Sheila was in her early 40’s when she went to hospital after a series of very painful headaches. What she actually had suffered was a brain hemorrhage. Tests were carried out and after a few days she was sent home. She should have been kept in for more extensive tests and these would have revealed the full extent of her condition. This would have resulted in a referral to the neurosurgeons and a routine operation where the bleed in the brain is treated by putting a coil on it.
A few days after her discharge home she suffered a second hemorrhage and she returned to hospital. More extensive tests were performed including an MR scan of the brain. She was informed afterwards that all was in order (she had not had a brain hemorrhage and did not need surgery) and she could go home.

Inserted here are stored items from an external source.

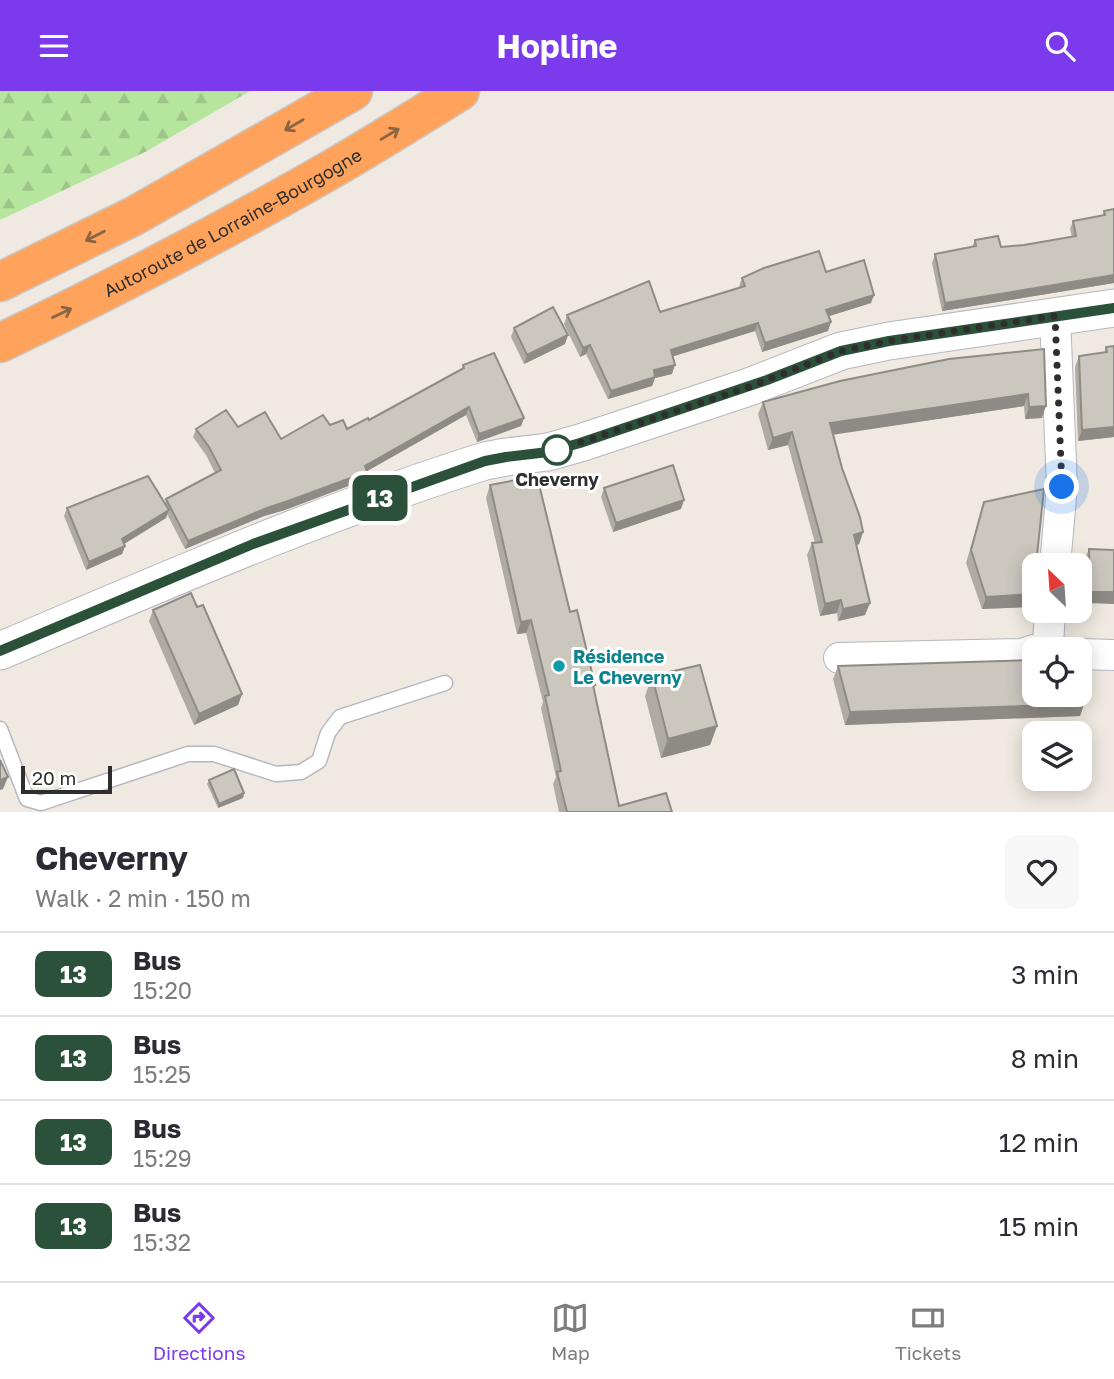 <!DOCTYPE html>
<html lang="en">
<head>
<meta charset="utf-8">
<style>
  body { margin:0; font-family:"Golos Text",sans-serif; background:#f7f7f7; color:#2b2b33; height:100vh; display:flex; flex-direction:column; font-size:26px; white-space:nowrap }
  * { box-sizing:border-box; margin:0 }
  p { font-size:23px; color:#7c7c81 }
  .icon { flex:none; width:38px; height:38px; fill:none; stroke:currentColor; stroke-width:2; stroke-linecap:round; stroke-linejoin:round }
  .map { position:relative; height:721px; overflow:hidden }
  .sheet { display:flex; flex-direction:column; background:#fff; flex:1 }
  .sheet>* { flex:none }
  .badge { padding:0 14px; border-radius:10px; font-size:24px; line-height:46px }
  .needle { width:46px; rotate:335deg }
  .buttons { position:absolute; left:1022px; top:462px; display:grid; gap:14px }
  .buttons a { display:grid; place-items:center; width:70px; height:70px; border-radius:14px; background:#fff; box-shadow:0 4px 18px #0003; font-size:35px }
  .scale { position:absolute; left:21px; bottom:18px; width:91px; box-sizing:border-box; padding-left:7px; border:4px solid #2e2e2e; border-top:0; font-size:19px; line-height:24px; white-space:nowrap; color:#2e2e2e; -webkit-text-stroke:5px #fff; paint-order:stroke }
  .you { position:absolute; width:35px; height:35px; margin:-18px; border:5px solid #fff; border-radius:50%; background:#1a73e8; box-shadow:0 0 0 10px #1a73e833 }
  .map>.badge { position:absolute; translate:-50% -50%; box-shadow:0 0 0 4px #fff }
  .round { display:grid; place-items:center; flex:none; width:74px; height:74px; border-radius:14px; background:#f7f7f7 }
  .overview { display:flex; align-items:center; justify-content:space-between; height:119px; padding:0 35px }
  h1 { font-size:33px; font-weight:700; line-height:52px }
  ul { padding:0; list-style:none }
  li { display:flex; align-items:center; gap:21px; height:84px; padding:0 35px; border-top:2px solid #e1e1e2 }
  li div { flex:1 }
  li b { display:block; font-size:26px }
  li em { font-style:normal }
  li .badge { min-width:77px; font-weight:700; text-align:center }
  header { display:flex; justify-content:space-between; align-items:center; height:91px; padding:0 35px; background:#7c3aed; color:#fff; font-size:32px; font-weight:700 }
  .tabs { display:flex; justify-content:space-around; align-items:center; height:98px; border-top:2px solid #e1e1e2; background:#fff; font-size:19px; color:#7c7c81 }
  .tabs a { display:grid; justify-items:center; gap:4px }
  .tabs .on { color:#7c3aed }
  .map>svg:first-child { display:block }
  .forest { fill:url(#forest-firs) }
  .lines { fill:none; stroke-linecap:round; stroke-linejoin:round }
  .service-casing { stroke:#b4b7c1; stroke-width:17 }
  .minor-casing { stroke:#b4b7c1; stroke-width:32 }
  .tertiary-casing { stroke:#b4b7c1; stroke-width:39 }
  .motorway-casing { stroke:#c9c9c9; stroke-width:41 }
  .service { stroke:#fff; stroke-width:14 }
  .minor { stroke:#fff; stroke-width:30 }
  .tertiary { stroke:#fff; stroke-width:37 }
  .motorway { stroke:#ffa35c; stroke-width:38 }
  .wall { fill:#afaba4 }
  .shaded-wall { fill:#8e8b86 }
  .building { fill:#cbc7bf; stroke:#8e8b86; stroke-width:2 }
  .oneway { stroke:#8c6343 }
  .line-casing { stroke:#fff; stroke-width:16 }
  .line { stroke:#2b513a; stroke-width:10 }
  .walk { stroke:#2e2e2e; stroke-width:7; stroke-dasharray:0 12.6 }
  .stop-dot { fill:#fff; stroke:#2b513a; stroke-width:3.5 }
  .culture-dot { fill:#0f9aa8; stroke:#fff; stroke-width:2.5 }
  .labels { text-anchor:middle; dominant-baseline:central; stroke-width:6; stroke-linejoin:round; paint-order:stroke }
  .street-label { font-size:18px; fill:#2e2e2e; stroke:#fff }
  .stop-label { font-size:18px; font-weight:bold; fill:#2e2e2e; stroke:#fff }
  .culture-label { font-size:18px; font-weight:bold; fill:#0d838f; stroke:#fff; text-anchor:start }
</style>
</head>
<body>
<header><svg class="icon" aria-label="menu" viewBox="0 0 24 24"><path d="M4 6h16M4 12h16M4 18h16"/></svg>Hopline<svg class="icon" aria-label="search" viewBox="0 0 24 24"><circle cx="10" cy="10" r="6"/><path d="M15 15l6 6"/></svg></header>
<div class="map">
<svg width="1114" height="721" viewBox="0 0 1114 721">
  <defs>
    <pattern id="forest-firs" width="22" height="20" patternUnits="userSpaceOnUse" patternTransform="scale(1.75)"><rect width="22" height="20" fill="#b6e59e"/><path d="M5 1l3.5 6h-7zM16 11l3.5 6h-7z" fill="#9dc588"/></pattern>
  </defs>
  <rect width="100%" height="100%" fill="#efe9e1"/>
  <path class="forest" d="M0 0H250L147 60 0 129Z"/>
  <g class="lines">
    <g class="service-casing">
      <path id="service" d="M0 638 27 708 41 712 188 663H214L276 683 301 681 319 670 328 642 340 626 445 592"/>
    </g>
    <g class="minor-casing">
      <path id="minor" d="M1055 474 1062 396 1055 225
        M1048 554 1050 520
        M1080 563 1114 564
        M839 567 1022 563 1034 559"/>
    </g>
    <g class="tertiary-casing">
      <path id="tertiary" d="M0 560C160 492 319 422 485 370L506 366 548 361 580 352 749 296 841 260 889 250 1114 217"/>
    </g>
    <g class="motorway-casing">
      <g id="motorway">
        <path d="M0 191 134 125 353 0"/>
        <path id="s1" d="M0 252C113 198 224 140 332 78 375 53 418 26 460 0"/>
      </g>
    </g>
    <use href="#service" class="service"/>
    <use href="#minor" class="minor"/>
    <use href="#tertiary" class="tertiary"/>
    <use href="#motorway" class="motorway"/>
  </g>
  <path class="wall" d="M1114 118V192L942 220 932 172 935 163 972 156 975 149 1001 156 1024 154 1072 146 1070 138 1073 130 1103 124 1104 120Z
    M826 181 871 212 829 225 828 240 762 261 755 240 673 265 672 283 655 287 652 295 608 308 586 263 580 266 564 233 567 224 660 221 740 197 739 195 742 187Z
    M514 237 565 253 524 273 511 246Z
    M1114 255V346L1078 350 1075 276 1079 265 1104 262 1106 256Z
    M1044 258 1042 327 1025 328 1024 315 833 343 842 377 863 441 859 453 857 454 865 524 838 530 837 522 820 525 807 464 812 452H815L788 354 768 359 758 323 763 311Z
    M463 274 524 327 521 335 477 351 466 324 367 380 364 389 285 419 264 425 185 458 167 423 166 427 124 453 125 455 122 463 86 479 64 425 67 417 165 413 166 408 215 382 206 364 193 346 196 338 238 336 281 348 330 334 347 338 369 329 462 278Z
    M490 394 570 521 595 594 594 598 619 715 672 721H559L553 693 556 686 541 617 543 611 526 542 517 543 486 407Z
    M604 397 681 418 613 441 601 406Z
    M984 411 1029 516 982 518 966 472Z
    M1089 458 1114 459 1086 512 1084 470Z
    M197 516 242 603 238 614 194 634 149 530 153 519Z
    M1034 566 1084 613 1080 625 845 634 833 588 838 575 1033 569Z
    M652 585 717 635 710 654 661 667 645 605Z
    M209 689 244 702 243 707 218 717 207 693Z"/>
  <path class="shaded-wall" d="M1114 184V192L942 220 945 212Z
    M874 204 871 212 823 227 826 219Z
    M831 231 828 240 762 261 765 252Z
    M758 232 755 240 668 267 671 259Z
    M568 244 565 253 524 273 527 264Z
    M590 254 586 263 580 266 583 257Z
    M675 274 672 283 655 287 652 295 608 308 611 300 654 279Z
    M1028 303 1024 315 825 345 830 332Z
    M1046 315 1042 327 1025 328 1029 316Z
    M469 316 466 324 362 383 365 375Z
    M524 327 521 335 477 351 479 343Z
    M1114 336V346L1078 350 1082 339Z
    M792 341 788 354 768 359 773 347Z
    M367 381 364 389 285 419 264 425 185 458 188 450 267 417Z
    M684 409 681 418 613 441 616 432Z
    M169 419 166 427 119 456 122 448Z
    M863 441 859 453 850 456 854 444Z
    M125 455 122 463 86 479 89 471Z
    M1090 501H1114V513L1086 512Z
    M1033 503 1029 516 982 518 986 506Z
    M841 509 837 522 820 525 825 513Z
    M870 512 865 524 838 530 843 518Z
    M531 529 526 542 517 543 521 531Z
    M242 603 238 614 194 634 199 623Z
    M1084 613 1080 625 845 634 850 621Z
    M717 635 710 654 661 667 668 648Z
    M8 686 3 698 0 699V689Z
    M244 702 243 707 218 717 219 713Z"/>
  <path class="building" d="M1114 118V184L945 212 935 163 976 155 975 149 998 145 1001 156 1024 154 1076 145 1073 130 1105 124 1104 120Z
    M819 160 826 181 864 169 874 204 826 219 831 231 765 252 758 232 671 259 675 274 654 279 655 286 611 300 590 254 583 257 567 224 649 190 660 221 745 195 742 187 764 177Z
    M553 216 568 244 527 264 514 237Z
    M1114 255V336L1082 339 1079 265 1107 261 1106 256Z
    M1044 258 1046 315 1029 316 1028 303 830 332 842 377 860 426 863 441 854 444 870 512 843 518 841 509 825 513 812 452 822 451 792 341 773 347 763 311 840 290 949 268Z
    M494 262 524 327 479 343 469 316 365 375 367 381 288 410 267 417 188 450 166 408 221 379 209 356 196 338 226 319 238 336 265 321 281 348 323 324 330 334 343 329 347 338 368 327 369 329 464 277 463 274Z
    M673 374 684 409 616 432 604 397Z
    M148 385 169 419 122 448 125 455 89 471 67 417Z
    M537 385 570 521 577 519 595 594H593L619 715 666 702 672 721H567L557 681 561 680 545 605 549 604 531 529 521 531 490 394Z
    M1044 398 1036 474H1034L1033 503 986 506 971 459 984 411Z
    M1089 458 1114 459V501H1090Z
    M191 502 197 516 203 514 242 603 199 623 153 519Z
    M1034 567V566V604H1080V567L1082 568 1084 613 850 621 838 575 1034 569Z
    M700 574 717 635 668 648 652 585Z
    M0 669 8 686 0 689Z
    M234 678 244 702 219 713 209 689Z"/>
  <defs><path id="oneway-shaft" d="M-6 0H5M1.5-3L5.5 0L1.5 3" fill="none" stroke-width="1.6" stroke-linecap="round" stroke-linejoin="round" transform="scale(1.75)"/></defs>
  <g class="oneway">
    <use href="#oneway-shaft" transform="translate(294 34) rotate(150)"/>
    <use href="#oneway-shaft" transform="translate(390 43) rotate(-31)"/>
    <use href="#oneway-shaft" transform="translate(95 145) rotate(153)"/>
    <use href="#oneway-shaft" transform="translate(62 222) rotate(-26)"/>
  </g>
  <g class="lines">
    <g class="line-casing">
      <path id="line" d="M0 560 253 453 485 370 506 366 548 361 580 352 767 289 841 260 889 250 1114 217"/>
    </g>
    <use href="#line" class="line"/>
    <path class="walk" d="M557 359 749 296 841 260 889 250 1055 225 1062 396"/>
  </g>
  <circle class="stop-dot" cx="557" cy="359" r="14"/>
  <circle class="culture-dot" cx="559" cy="575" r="7"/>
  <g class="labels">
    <g class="street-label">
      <text stroke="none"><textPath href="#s1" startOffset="262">Autoroute de Lorraine-Bourgogne</textPath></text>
    </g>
    <g class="stop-label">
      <text x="557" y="388">Cheverny</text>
    </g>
    <g class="culture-label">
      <text x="573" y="565">Résidence<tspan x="573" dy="21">Le Cheverny</tspan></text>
    </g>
  </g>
</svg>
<div class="buttons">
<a><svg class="needle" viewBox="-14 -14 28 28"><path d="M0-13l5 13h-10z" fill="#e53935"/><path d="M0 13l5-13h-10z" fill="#7c7c81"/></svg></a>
<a><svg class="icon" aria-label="locate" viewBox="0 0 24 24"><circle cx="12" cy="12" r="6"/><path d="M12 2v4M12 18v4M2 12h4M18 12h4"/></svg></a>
<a><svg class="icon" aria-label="layers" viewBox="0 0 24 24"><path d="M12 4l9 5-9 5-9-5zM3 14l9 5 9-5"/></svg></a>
</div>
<div class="scale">20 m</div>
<div class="you" style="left:1062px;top:396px"></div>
<b class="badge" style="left:380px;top:407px;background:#2b513a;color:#fff">13</b>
</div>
<section class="sheet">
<div class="overview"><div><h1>Cheverny</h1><p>Walk · 2 min · 150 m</p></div><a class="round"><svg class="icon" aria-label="heart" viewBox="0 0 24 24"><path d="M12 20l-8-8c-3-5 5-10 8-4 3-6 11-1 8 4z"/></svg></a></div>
<ul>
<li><span class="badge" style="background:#2b513a;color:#fff">13</span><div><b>Bus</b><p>15:20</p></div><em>3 min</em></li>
<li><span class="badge" style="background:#2b513a;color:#fff">13</span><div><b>Bus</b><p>15:25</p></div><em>8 min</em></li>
<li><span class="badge" style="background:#2b513a;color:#fff">13</span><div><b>Bus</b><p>15:29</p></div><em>12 min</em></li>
<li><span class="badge" style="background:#2b513a;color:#fff">13</span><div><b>Bus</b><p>15:32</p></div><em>15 min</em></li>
</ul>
</section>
<nav class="tabs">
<a class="on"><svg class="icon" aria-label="directions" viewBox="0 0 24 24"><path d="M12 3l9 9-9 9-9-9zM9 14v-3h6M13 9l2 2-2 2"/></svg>Directions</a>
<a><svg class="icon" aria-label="map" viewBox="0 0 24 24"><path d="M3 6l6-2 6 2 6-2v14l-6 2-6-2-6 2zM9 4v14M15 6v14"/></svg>Map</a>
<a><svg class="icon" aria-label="tickets" viewBox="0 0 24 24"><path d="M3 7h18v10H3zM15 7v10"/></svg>Tickets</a>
</nav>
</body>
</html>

At home she suffered her third and the largest hemorrhage. This time upon admission to the same hospital a proper diagnosis was made and Sheila was referred to James Cook University Hospital for the coiling operation. Further enquiries by the hospital and a review of the previous MR scan showed that had the scan been properly looked at it would have revealed the first and second hemorrhages.
The hospital were quick to admit that they were responsible for the third hemorrhage but denied liability for the second one on the basis they acted reasonably in letting her go home (notwithstanding that she was sick in the discharge room) and that even if they kept her in she wouldn’t have been operated on in time to avoid the second hemorrhage.
Sheila was working casually at the time of the incidents but hadn’t been able to get back to her old job. Her personality had changed. Previously she was very outgoing and sociable but now she was introverted and anxious.
The settlement of £80,000 plus costs reflected the serious nature of the injuries that she suffered and the fact she hadn’t returned to work.